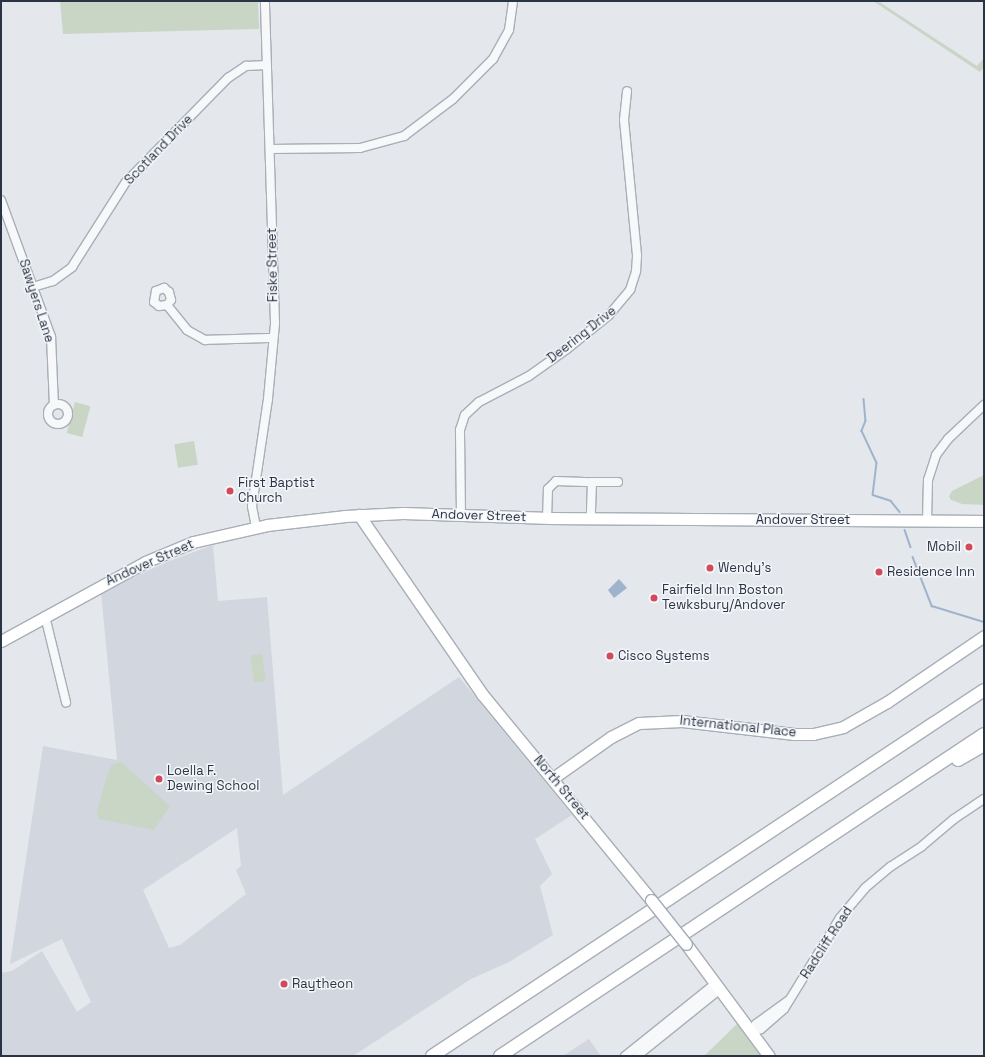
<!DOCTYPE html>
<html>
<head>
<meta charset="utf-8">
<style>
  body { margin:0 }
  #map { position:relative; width:985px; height:1057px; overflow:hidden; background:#e4e7ec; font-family:"Space Grotesk",sans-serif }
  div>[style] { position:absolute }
  .built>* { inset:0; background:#d2d6de }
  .green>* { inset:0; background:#c9d6c5; transform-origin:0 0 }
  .water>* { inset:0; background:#9fb4cc }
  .stream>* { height:1.5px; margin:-0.75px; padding:0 0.75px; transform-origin:0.75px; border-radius:0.75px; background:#9fb4cc }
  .roads { filter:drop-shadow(1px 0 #a9aeb7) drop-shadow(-1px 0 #a9aeb7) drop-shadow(0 1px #a9aeb7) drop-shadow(0 -1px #a9aeb7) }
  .minor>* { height:8px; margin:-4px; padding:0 4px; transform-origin:4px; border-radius:4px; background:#f7f8fa }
  .minor>.ring { margin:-4px; padding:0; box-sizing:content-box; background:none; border:8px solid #f7f8fa; border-radius:50% }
  .major>* { height:11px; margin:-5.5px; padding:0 5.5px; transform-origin:5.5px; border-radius:5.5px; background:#fff }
  .highway>* { height:12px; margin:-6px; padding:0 6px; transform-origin:6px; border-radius:6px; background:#fff }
  .bridges { filter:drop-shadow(1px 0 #a3abb8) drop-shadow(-1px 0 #a3abb8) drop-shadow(0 1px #a3abb8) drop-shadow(0 -1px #a3abb8) }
  .major-bridge>* { height:11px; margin:-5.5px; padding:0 5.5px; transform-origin:5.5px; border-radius:5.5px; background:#fff }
  .dots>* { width:11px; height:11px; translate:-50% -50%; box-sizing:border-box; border:2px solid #f4f6f9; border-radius:50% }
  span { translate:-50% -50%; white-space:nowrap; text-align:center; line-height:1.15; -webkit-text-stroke:3px #f4f6f9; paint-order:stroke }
  .street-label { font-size:13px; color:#2b3445 }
  .poi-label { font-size:13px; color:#2b3445 }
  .left { translate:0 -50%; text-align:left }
  .right { translate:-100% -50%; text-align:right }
  .frame { position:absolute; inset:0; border:2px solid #2b3445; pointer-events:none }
</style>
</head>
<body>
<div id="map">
  <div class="built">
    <div style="clip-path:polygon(evenodd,213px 545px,218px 601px,267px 597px,283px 795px,459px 677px,572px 815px,535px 839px,552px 874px,540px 886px,553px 935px,507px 963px,471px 979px,353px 1056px,1px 1056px,1px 973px,12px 971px,42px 951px,77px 1012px,91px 1002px,62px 939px,10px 964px,43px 746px,117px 760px,101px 592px,167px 562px,213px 545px,237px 828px,241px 866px,236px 870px,246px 894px,180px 945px,169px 948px,143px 890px,237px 828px)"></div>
    <div style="clip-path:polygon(589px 1039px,601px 1056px,563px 1056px)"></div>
  </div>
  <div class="green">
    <div style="clip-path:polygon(60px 1px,258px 1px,259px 29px,63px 34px)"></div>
    <div style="clip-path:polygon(873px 1px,878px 1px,977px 66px,984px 58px,984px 67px,980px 72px)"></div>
    <div style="left:75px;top:402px;width:16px;height:32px;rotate:15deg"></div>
    <div style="left:194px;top:441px;width:24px;height:20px;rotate:81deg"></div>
    <div style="clip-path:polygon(982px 476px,984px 477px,984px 505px,962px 504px,951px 500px,949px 496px,952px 491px)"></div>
    <div style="left:262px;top:654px;width:27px;height:12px;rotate:82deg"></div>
    <div style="clip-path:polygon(121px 762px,170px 806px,154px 830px,99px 819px,97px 812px,105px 782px,111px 765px)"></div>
    <div style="clip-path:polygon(737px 1024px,761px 1056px,704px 1056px)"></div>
  </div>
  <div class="water">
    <div style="clip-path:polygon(619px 579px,627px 588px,614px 598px,608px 590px)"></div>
  </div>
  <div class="stream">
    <div style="left:864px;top:399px;width:22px;rotate:85deg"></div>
    <div style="left:866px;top:421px;width:11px;rotate:112deg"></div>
    <div style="left:862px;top:431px;width:35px;rotate:65deg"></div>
    <div style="left:877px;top:463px;width:32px;rotate:97deg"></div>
    <div style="left:873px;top:495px;width:19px;rotate:18deg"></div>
    <div style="left:891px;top:501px;width:14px;rotate:51deg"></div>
    <div style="left:905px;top:530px;width:18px;rotate:71deg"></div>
    <div style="left:913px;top:557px;width:53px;rotate:68.8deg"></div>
    <div style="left:932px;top:606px;width:54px;rotate:17.1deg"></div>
  </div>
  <div class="roads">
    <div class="minor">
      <div style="left:270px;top:149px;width:90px;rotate:-0.6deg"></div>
      <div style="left:360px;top:148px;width:46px;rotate:-15.3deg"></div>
      <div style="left:404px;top:136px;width:61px;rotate:-37.1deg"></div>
      <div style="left:453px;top:99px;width:57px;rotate:-45deg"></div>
      <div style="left:493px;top:59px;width:33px;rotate:-61deg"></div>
      <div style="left:509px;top:30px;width:29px;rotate:-82deg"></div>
      <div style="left:1px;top:200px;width:146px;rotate:69.9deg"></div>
      <div style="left:51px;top:337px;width:68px;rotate:87.5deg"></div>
      <div style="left:33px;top:287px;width:21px;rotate:-17deg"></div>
      <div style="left:53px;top:281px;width:24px;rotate:-36deg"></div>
      <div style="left:72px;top:267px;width:101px;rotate:-57.6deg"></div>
      <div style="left:126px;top:182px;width:146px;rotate:-45.6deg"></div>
      <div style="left:228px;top:78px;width:22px;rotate:-34deg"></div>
      <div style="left:246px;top:66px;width:21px;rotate:-3deg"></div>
      <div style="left:167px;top:305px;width:8px;rotate:173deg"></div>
      <div style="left:159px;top:306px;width:6px;rotate:-141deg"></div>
      <div style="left:154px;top:302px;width:11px;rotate:-80deg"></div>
      <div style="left:156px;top:291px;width:9px;rotate:-21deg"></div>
      <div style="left:164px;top:288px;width:6px;rotate:39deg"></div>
      <div style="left:169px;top:292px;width:8px;rotate:76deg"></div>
      <div style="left:171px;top:300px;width:6px;rotate:129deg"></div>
      <div style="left:167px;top:305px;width:32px;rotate:51deg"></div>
      <div style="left:187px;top:330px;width:21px;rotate:29deg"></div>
      <div style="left:205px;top:340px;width:68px;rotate:-1.7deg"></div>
      <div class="ring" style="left:48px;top:404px;width:12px;height:12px"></div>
      <div style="left:592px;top:482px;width:26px"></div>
      <div style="left:461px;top:515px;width:85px;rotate:-90.7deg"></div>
      <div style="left:460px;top:430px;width:16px;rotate:-72deg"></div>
      <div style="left:465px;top:415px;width:19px;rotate:-43deg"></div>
      <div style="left:479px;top:402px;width:56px;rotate:-27.5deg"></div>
      <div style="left:529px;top:376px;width:47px;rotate:-35.4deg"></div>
      <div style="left:567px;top:349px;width:54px;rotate:-39deg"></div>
      <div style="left:609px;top:315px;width:33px;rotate:-50deg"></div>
      <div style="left:630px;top:290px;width:20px;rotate:-72deg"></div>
      <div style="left:636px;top:271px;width:16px;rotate:-86deg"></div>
      <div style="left:637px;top:255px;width:136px;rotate:-95.5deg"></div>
      <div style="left:624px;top:120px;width:29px;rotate:-84deg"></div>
      <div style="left:547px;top:518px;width:29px;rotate:-88deg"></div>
      <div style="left:548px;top:489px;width:11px;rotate:-45deg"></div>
      <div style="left:556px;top:481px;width:36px;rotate:2deg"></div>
      <div style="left:592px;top:482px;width:36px;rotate:92deg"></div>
      <div style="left:927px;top:521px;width:41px;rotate:-88.6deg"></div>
      <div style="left:928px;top:480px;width:26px;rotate:-72deg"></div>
      <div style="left:936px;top:455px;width:20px;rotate:-53deg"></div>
      <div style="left:948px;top:439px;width:50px;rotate:-43.4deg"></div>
      <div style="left:256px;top:527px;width:21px;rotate:-101deg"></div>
      <div style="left:252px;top:506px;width:108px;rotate:-81.5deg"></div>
      <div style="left:268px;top:399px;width:76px;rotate:-84.7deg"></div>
      <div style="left:275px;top:323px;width:322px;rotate:-91.8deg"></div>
      <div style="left:45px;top:616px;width:89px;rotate:76.3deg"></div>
      <div style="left:751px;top:1032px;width:10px;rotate:-17deg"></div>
      <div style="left:761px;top:1029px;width:30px;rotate:-41deg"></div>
      <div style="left:784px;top:1009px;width:107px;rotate:-58.4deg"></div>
      <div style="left:840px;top:918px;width:39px;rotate:-50deg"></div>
      <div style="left:865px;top:888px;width:33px;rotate:-40deg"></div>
      <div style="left:890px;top:867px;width:38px;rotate:-33deg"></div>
      <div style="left:922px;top:846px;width:42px;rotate:-40.2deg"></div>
      <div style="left:954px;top:819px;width:36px;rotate:-34deg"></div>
      <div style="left:751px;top:1032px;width:9px;rotate:-58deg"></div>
      <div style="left:756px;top:1024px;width:41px;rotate:-36deg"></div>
      <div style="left:625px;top:1056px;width:115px;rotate:-38.7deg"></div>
      <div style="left:637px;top:1056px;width:105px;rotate:-38.8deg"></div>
    </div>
    <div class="major">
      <div style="left:359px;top:515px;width:217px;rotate:55.5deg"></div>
      <div style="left:482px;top:694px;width:266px;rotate:50.6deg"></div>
      <div style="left:1px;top:641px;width:164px;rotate:-28.7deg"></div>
      <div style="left:145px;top:562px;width:52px;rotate:-22.6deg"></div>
      <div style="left:193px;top:542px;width:76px;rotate:-12.9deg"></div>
      <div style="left:267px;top:525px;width:79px;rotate:-6.6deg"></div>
      <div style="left:345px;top:516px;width:58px;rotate:-3deg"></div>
      <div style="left:403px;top:513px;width:148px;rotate:1.9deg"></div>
      <div style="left:551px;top:518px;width:433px;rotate:0.4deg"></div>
      <div style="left:553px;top:778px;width:71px;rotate:-35.3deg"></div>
      <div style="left:611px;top:737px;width:31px;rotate:-27deg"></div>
      <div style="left:639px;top:723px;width:43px;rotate:-2.7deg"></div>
      <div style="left:682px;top:721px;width:113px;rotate:6.6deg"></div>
      <div style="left:794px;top:734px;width:19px"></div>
      <div style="left:813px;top:734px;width:31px;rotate:-13deg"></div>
      <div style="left:843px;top:727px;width:51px;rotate:-29.6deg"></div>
      <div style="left:887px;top:702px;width:117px;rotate:-34.2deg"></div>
      <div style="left:686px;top:944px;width:139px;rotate:53.5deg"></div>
    </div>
    <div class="highway">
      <div style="left:958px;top:760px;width:30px;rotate:-30deg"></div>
      <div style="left:432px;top:1056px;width:662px;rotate:-33.55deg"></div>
      <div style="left:500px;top:1056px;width:581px;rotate:-33.64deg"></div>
    </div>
  </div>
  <div class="bridges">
    <div class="major-bridge">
      <div style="left:651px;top:900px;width:56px;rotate:51.5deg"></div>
    </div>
  </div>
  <div class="dots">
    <div style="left:230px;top:491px;background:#d1495b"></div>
    <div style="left:969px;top:547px;background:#d1495b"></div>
    <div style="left:710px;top:568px;background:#d1495b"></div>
    <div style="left:879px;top:572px;background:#d1495b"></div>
    <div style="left:654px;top:598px;background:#d1495b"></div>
    <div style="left:610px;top:656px;background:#d1495b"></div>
    <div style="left:159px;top:779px;background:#d1495b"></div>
    <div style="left:284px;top:984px;background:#d1495b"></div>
  </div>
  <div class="street-label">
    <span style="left:159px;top:150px;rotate:-46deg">Scotland Drive</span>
    <span style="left:273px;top:265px;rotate:-91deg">Fiske Street</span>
    <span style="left:36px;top:301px;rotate:72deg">Sawyers Lane</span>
    <span style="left:582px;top:335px;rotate:-38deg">Deering Drive</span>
    <span style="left:479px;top:516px;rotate:2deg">Andover Street</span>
    <span style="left:803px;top:520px">Andover Street</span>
    <span style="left:150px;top:563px;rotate:-24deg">Andover Street</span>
    <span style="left:738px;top:727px;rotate:6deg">International Place</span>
    <span style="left:561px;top:788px;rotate:50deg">North Street</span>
    <span style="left:827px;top:943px;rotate:-57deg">Radcliff Road</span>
  </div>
  <div class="poi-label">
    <span class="left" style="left:238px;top:491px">First Baptist<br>Church</span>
    <span class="right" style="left:961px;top:547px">Mobil</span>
    <span class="left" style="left:718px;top:568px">Wendy's</span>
    <span class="left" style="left:887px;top:572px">Residence Inn</span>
    <span class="left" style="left:662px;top:598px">Fairfield Inn Boston<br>Tewksbury/Andover</span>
    <span class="left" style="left:618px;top:656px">Cisco Systems</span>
    <span class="left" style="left:167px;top:779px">Loella F.<br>Dewing School</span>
    <span class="left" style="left:292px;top:984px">Raytheon</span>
  </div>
  <div class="frame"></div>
</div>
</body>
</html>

------------------------

THE TASK >> Return each line of the preceding material in which "roads" can be found.

OUTPUT FOR THIS EXERCISE >>
  .roads { filter:drop-shadow(1px 0 #a9aeb7) drop-shadow(-1px 0 #a9aeb7) drop-shadow(0 1px #a9aeb7) drop-shadow(0 -1px #a9aeb7) }
  <div class="roads">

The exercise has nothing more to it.